What you are asked to do: Among the lines of the data, copy those that hold "Annotation".

[Stored data entries]
::::::::
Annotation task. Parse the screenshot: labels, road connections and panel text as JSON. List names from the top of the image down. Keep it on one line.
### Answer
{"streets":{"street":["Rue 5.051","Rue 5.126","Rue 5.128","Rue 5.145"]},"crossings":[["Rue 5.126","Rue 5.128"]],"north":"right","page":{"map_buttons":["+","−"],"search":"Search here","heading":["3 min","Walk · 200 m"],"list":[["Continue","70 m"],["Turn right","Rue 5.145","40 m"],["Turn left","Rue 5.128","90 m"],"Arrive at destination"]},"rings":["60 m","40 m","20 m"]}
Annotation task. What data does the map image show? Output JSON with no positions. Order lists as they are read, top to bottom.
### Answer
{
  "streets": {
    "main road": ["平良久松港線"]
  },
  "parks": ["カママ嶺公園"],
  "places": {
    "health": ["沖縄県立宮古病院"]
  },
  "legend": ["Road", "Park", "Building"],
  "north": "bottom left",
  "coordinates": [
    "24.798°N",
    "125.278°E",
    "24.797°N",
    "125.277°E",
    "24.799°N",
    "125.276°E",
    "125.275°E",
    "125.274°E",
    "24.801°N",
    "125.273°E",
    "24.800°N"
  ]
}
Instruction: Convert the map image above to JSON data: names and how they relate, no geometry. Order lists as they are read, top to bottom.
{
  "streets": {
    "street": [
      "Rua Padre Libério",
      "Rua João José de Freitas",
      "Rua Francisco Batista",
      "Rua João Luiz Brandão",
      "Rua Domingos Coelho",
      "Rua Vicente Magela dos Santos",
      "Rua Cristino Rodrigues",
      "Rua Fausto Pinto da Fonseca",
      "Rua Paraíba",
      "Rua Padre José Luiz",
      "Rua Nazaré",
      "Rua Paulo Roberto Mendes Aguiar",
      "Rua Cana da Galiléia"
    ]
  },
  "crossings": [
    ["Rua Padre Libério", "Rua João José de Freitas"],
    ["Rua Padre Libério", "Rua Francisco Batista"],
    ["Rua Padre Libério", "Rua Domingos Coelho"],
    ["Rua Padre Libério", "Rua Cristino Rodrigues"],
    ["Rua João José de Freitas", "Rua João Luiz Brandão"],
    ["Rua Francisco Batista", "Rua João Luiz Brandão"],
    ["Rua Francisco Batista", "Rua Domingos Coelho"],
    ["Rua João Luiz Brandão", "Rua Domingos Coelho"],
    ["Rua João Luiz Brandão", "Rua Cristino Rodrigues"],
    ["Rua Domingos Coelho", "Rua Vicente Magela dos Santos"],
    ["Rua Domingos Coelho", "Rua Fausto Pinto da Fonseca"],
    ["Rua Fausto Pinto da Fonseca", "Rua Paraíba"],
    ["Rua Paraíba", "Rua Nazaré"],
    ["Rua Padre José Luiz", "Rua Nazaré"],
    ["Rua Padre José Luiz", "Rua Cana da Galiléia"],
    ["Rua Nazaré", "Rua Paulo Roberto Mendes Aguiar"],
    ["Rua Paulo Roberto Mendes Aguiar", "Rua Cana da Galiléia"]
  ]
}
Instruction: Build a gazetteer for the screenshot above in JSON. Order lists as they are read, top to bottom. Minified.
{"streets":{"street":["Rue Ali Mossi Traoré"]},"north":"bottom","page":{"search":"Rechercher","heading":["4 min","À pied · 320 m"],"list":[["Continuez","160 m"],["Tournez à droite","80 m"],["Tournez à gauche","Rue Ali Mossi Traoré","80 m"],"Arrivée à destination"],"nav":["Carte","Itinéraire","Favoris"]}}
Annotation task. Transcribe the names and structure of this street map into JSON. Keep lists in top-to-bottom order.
::::::::
Solution for this task:
Annotation task. Parse the screenshot: labels, road connections and panel text as JSON. List names from the top of the image down. Keep it on one line.
Annotation task. What data does the map image show? Output JSON with no positions. Order lists as they are read, top to bottom.
Annotation task. Transcribe the names and structure of this street map into JSON. Keep lists in top-to-bottom order.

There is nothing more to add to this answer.